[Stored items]
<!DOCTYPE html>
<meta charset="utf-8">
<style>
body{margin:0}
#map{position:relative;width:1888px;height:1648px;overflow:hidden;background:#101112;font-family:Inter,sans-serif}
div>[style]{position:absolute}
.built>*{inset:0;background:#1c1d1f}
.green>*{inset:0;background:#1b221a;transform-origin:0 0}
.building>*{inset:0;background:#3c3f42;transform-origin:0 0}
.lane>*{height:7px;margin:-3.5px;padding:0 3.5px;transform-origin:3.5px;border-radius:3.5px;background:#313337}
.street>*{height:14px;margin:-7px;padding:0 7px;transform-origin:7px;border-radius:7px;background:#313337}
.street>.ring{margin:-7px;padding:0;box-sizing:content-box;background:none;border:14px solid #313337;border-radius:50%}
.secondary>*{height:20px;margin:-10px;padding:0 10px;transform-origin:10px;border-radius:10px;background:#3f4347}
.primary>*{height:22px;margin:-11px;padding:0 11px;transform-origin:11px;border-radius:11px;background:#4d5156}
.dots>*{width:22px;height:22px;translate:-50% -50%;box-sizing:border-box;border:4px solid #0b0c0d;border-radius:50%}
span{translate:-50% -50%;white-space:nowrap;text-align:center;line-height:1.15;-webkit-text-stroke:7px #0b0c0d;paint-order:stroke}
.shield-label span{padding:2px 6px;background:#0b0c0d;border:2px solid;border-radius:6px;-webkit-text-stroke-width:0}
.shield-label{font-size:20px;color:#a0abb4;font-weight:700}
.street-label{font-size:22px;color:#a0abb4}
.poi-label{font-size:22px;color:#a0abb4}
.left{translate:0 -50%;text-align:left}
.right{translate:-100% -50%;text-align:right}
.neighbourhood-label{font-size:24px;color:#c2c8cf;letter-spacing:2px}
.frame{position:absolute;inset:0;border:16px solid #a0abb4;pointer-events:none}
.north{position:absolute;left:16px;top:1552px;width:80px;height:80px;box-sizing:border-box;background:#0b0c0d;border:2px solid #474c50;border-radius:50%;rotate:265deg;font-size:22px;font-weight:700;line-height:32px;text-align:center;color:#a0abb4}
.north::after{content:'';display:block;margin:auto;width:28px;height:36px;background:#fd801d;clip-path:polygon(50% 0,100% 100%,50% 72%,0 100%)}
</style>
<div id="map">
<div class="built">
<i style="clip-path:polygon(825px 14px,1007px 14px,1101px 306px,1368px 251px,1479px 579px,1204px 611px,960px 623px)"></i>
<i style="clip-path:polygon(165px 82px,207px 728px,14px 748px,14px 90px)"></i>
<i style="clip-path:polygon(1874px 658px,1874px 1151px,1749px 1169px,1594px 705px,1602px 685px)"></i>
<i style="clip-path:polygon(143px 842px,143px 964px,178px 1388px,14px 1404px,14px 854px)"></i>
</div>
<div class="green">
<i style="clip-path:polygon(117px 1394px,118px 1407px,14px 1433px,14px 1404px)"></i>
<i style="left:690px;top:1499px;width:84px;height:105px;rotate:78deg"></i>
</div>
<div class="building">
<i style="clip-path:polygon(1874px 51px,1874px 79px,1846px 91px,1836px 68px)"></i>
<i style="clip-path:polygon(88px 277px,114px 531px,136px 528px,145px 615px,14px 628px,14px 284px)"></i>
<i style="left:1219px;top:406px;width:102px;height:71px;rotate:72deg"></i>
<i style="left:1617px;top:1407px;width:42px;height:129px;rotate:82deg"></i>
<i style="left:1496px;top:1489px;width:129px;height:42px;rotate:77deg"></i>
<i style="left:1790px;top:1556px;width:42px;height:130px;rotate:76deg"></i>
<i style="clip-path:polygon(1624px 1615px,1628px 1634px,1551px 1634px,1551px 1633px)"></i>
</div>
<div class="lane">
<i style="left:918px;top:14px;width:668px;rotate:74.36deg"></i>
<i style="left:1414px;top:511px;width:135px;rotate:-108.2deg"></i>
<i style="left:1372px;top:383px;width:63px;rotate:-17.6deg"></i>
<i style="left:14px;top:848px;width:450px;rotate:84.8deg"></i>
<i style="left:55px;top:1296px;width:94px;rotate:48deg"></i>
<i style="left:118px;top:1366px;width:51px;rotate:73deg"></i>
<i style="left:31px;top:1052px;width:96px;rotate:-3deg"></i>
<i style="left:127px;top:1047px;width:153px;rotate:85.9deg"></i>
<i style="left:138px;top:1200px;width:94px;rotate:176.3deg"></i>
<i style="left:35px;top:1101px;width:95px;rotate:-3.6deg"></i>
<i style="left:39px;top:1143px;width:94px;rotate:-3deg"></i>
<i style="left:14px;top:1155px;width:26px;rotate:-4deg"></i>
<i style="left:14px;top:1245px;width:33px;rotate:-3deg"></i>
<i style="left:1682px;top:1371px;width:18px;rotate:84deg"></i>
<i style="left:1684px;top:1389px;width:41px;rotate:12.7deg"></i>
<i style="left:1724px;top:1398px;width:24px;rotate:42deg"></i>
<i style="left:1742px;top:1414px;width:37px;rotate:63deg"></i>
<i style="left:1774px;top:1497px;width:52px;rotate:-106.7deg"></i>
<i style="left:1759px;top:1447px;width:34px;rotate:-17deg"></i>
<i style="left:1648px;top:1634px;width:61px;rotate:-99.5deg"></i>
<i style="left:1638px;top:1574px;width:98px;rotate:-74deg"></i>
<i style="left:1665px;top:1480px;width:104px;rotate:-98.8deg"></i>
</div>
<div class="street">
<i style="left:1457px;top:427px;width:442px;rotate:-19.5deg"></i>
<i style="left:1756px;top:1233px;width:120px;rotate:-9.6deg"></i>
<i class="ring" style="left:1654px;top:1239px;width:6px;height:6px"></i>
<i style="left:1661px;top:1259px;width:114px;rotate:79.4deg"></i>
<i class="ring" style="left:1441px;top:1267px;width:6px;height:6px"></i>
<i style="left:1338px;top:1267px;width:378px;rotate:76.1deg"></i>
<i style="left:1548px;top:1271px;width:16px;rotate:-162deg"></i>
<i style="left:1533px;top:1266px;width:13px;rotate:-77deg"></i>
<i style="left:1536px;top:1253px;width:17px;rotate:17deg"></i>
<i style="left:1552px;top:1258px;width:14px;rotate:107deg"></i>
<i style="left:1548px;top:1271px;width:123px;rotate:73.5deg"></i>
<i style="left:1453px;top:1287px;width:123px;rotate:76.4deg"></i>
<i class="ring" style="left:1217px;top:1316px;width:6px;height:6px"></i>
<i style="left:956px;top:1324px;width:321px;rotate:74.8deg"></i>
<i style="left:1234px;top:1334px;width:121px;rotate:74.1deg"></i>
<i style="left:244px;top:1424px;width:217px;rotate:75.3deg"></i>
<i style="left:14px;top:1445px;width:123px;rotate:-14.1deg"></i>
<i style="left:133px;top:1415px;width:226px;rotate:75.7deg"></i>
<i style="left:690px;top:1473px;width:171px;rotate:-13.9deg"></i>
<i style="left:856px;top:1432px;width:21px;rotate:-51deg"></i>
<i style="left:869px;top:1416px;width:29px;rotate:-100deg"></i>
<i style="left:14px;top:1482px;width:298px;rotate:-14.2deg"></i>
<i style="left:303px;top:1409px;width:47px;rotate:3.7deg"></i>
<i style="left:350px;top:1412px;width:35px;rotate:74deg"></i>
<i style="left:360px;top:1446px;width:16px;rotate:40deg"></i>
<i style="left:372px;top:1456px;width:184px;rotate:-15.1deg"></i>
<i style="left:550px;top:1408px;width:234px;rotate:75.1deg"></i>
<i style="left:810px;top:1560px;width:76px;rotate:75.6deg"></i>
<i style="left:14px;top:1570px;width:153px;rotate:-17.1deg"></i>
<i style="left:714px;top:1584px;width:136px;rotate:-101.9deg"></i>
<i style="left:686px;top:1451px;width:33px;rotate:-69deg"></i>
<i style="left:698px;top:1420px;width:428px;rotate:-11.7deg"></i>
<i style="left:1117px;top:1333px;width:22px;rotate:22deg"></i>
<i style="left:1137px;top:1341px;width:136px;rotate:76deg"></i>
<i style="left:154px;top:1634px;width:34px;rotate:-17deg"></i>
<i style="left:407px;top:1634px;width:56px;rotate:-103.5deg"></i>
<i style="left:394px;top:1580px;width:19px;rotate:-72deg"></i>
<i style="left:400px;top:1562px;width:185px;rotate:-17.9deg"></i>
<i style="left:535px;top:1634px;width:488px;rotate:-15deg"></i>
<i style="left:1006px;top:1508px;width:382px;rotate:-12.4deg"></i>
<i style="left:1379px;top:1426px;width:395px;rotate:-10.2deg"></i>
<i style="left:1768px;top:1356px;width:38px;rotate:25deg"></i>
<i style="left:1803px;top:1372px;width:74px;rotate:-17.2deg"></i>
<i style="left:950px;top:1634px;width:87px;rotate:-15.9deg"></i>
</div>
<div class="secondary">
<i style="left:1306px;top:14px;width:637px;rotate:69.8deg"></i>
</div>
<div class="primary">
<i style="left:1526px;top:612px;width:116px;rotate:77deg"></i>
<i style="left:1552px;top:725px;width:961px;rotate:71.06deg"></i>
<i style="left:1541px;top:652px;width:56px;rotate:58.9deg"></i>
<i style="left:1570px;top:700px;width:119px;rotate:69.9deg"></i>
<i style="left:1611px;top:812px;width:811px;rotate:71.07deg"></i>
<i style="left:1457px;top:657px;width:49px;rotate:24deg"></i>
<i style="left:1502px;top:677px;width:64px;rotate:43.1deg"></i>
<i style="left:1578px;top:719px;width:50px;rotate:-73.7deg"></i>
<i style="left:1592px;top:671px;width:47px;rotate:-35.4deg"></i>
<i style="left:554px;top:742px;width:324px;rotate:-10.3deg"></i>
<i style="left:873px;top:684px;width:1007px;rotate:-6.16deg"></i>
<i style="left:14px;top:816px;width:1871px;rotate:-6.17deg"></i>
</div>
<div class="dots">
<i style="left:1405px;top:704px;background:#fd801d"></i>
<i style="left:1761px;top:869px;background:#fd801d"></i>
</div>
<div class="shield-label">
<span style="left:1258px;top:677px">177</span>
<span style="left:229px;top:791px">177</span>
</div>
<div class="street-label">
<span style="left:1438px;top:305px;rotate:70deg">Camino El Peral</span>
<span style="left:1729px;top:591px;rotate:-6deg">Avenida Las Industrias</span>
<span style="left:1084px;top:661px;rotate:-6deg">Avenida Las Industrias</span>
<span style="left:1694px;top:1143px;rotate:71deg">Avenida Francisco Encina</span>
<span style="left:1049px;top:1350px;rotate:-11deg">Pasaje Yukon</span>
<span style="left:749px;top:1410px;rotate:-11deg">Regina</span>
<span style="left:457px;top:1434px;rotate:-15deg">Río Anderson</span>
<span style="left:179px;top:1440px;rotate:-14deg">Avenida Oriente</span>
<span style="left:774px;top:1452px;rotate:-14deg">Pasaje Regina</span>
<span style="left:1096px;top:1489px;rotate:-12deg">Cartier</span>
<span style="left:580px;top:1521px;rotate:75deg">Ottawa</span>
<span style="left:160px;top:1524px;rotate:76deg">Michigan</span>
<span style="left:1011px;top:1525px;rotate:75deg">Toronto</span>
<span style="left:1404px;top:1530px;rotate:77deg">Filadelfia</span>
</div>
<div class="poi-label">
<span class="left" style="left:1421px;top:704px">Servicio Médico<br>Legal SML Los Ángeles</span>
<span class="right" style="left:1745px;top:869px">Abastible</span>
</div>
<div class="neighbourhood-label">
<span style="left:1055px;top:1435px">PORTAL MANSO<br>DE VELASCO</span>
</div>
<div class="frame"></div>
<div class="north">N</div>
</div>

[EXERCISE] The lines that mention the word "green" should be pulled from the records above.

[REPLY]
.green>*{inset:0;background:#1b221a;transform-origin:0 0}
<div class="green">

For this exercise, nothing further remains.